Forçado pelas circunstâncias, vou atrás de alguns trabalhos de tradução: liberdade quanto à carga horária, retorno razoável… Engordo-me o currículo: vasta experiência na indústria, conhecimento em variadas línguas, etc. etc. Enviam-me de teste, da terra de Shakespeare, o manual de um modestíssimo ar-condicionado portátil. Olho ao bicho e quase rio. Do inglês ao português é barbada! Verto mil palavras por semana há anos… E que dizer da máquina doméstica? Tenho um diploma que me permite projetar caldeiras, vasos de pressão, elevadores de carga, fornos industriais, estufas, motores a combustão, guindastes… e já sei que não vou levar quinze minutos para verter as banalíssimas quinhentas palavras e garantir a minha nova fonte de renda. Leio Shakespeare, Blake, Walt Whitman… Dinheiro fácil! E então me ponho a trabalhar; em trinta minutos, o resultado pronto e revisto. Envio, por e-mail, à empresa contratante. No dia seguinte, a resposta: tradução rejeitada! “We are so sorry, sir. You did not pass the test this time.”

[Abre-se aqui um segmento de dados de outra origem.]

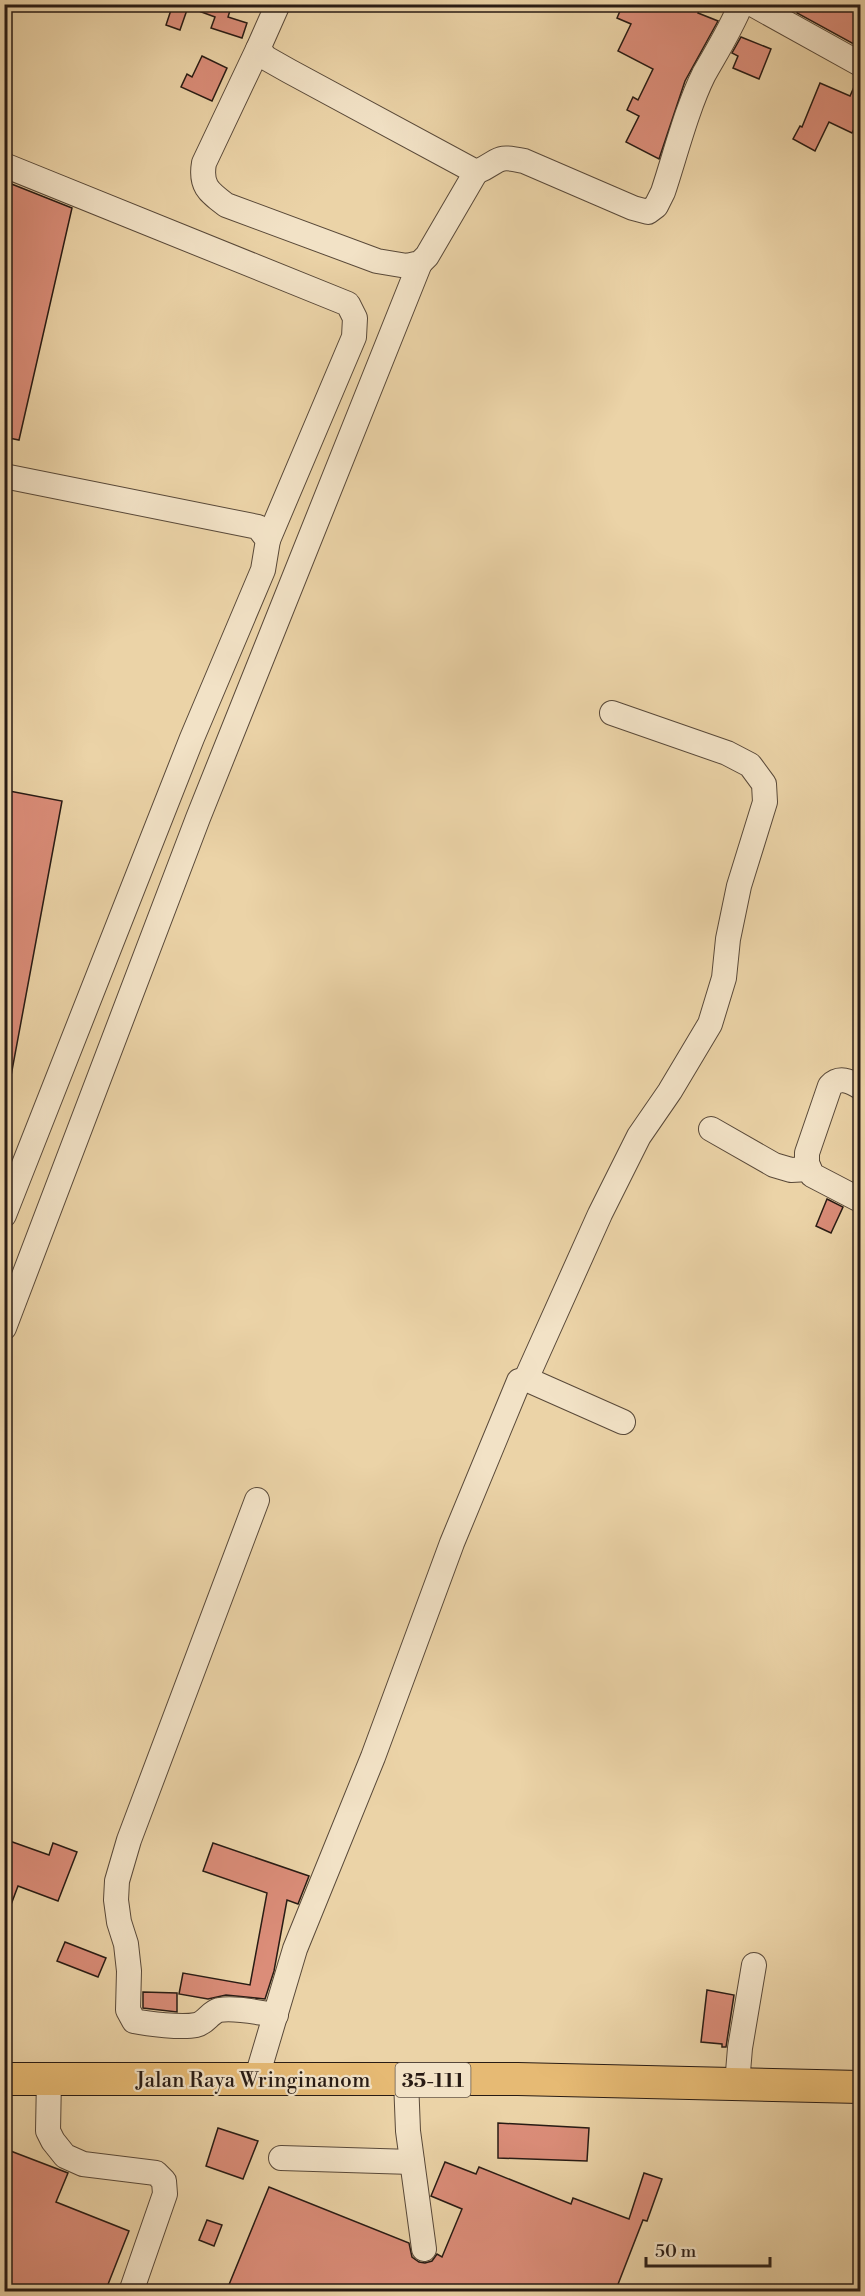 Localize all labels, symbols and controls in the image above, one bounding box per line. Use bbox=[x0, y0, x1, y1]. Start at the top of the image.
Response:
road number: 35-111 bbox=[396, 2063, 470, 2097]
street label: Jalan Raya Wringinanom bbox=[135, 2068, 370, 2094]
scale bar bbox=[646, 2230, 770, 2268]
text: 50 m bbox=[655, 2240, 697, 2263]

Forçado pelas circunstâncias

É incrível como tortura sentir-se forçado pelas circunstâncias a aplicar o próprio esforço em algo que não entrega mais do que dinheiro. Aplicar o próprio esforço, e quase sempre o grosso do próprio tempo… Enxergo o artista médio desesperado diante da questão que aparenta insolúvel: como não ser útil aos outros seres humanos ou, ao menos, como não ser escandalosamente útil, estritamente útil, e continuar sobrevivendo? Como não resumir a própria vida num rasteiro utilitarismo? Como ser um artista, e não um gerente comercial, um projetista, um vendedor? Como ser um artista e, no mínimo, abster-se de qualquer necessidade financeira na produção da própria obra? Parece o supremo mérito resumir-se em ter sorte…

O pagode infame

Paga-te cá bum contigo
Pátria que pá dum doído
Tapa te tacou teu filho
Tapa que tapou teu grito

Gabas-te qu’aqui tá tudo dum
Primor tá tudo tudo bom?
Data cá — tudo tudo bom? —
Pátria pá do vudu cupom

Quando em que data te o pudor
Sumiu da lata e te cegou?

Boteco fecha-te o do tapa
Que tapou-te o grito
— O tapa que talou-te o brio —

O eco que escapou emancipado
Te pagou-lhe infindo
Escárnio qu’escapou
Do Tejo ao teu telecoteco

Cala ingrata que toldou-te o brilho
Empaca-te o tambor teu filho
Em tapa te tratou aceita e

Paga-te cá bum contigo
Pátria que pá dum doído
Tapa te tacou teu filho
Tapa que tapou teu grito pá!

(Este poema está disponível em Versos)

A substância da vida é o tempo

A substância da vida é o tempo: viver não é senão lhe definir a aplicação, em escala menor, durante o espaço de vinte e quatro horas e, em escala maior, durante o intervalo indefinido de uma vida — e eu não passo de um homem-planilhas! De qualquer forma, a decisão imediata é sempre a mais importante e o planejamento, quanto mais tardio, tanto menos proveitoso. A verdade é que a distribuição do tempo envolve, em primeira instância, a capacidade de visualizar o resultado desejado que, não bastasse incerto, tem de se adequar às necessidades primárias e os anseios da consumação de algo que justifique o próprio existir. Geralmente, são esferas conflitantes e, geralmente, a primeira acaba sugando o grosso da substância vital. Conhecêssemos, ao menos, a circunstância do último suspiro e não houvesse tamanha indefinição quanto ao horizonte, tudo seria mais fácil: distribuir o tempo seria tarefa quase agradável e os frutos de uma vida seriam muito mais meritocráticos. Entretanto, a trama perderia em emoção e suspense. Parece dificílimo viver e não pecar, de um lado, por precipitação e, de outro, por covardia.